In the entries below, count every line with the word "Hospital". Return only the count.

▼▼▼

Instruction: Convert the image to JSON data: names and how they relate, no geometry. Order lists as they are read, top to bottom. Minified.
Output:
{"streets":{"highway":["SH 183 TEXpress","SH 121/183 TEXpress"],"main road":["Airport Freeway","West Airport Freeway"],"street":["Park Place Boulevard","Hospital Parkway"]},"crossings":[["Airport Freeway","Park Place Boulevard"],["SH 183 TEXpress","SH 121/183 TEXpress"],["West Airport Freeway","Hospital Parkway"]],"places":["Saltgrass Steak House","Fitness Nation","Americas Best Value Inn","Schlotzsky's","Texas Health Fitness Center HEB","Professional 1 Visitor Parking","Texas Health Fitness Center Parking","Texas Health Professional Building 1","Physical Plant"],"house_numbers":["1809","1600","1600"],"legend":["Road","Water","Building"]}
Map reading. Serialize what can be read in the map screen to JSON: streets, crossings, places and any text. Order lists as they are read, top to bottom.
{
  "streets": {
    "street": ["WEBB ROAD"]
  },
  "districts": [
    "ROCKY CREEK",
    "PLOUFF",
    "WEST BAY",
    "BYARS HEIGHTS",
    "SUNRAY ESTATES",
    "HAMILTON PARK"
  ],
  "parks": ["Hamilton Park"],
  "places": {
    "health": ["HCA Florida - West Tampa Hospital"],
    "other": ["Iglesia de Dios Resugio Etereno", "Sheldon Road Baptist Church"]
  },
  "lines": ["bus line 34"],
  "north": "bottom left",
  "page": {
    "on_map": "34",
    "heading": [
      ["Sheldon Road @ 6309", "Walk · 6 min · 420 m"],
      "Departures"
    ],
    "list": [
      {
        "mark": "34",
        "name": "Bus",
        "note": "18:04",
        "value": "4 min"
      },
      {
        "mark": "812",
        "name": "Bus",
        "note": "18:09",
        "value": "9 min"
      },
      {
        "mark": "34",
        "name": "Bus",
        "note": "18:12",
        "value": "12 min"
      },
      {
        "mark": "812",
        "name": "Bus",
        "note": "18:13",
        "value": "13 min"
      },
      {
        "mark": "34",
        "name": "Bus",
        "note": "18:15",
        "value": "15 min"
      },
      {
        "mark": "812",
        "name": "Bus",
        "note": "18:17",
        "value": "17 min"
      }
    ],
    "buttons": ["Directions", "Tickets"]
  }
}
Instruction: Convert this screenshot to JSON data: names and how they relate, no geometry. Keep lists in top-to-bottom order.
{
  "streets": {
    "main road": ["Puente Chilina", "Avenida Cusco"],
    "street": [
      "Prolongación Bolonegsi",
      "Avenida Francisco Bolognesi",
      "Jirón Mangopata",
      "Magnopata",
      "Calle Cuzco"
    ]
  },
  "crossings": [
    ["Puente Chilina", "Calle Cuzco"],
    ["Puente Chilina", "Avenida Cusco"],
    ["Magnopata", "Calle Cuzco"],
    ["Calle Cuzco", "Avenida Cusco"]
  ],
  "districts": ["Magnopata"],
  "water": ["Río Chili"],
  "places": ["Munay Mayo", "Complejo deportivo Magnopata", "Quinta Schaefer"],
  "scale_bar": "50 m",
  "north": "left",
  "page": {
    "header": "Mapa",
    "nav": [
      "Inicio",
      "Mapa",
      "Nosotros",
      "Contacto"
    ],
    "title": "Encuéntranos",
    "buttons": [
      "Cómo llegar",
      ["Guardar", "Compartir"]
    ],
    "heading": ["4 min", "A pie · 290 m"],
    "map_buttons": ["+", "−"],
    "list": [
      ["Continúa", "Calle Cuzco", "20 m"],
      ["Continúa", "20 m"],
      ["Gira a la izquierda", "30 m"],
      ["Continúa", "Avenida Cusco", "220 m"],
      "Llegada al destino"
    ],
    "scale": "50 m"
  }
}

▲▲▲

Response for this exercise>
2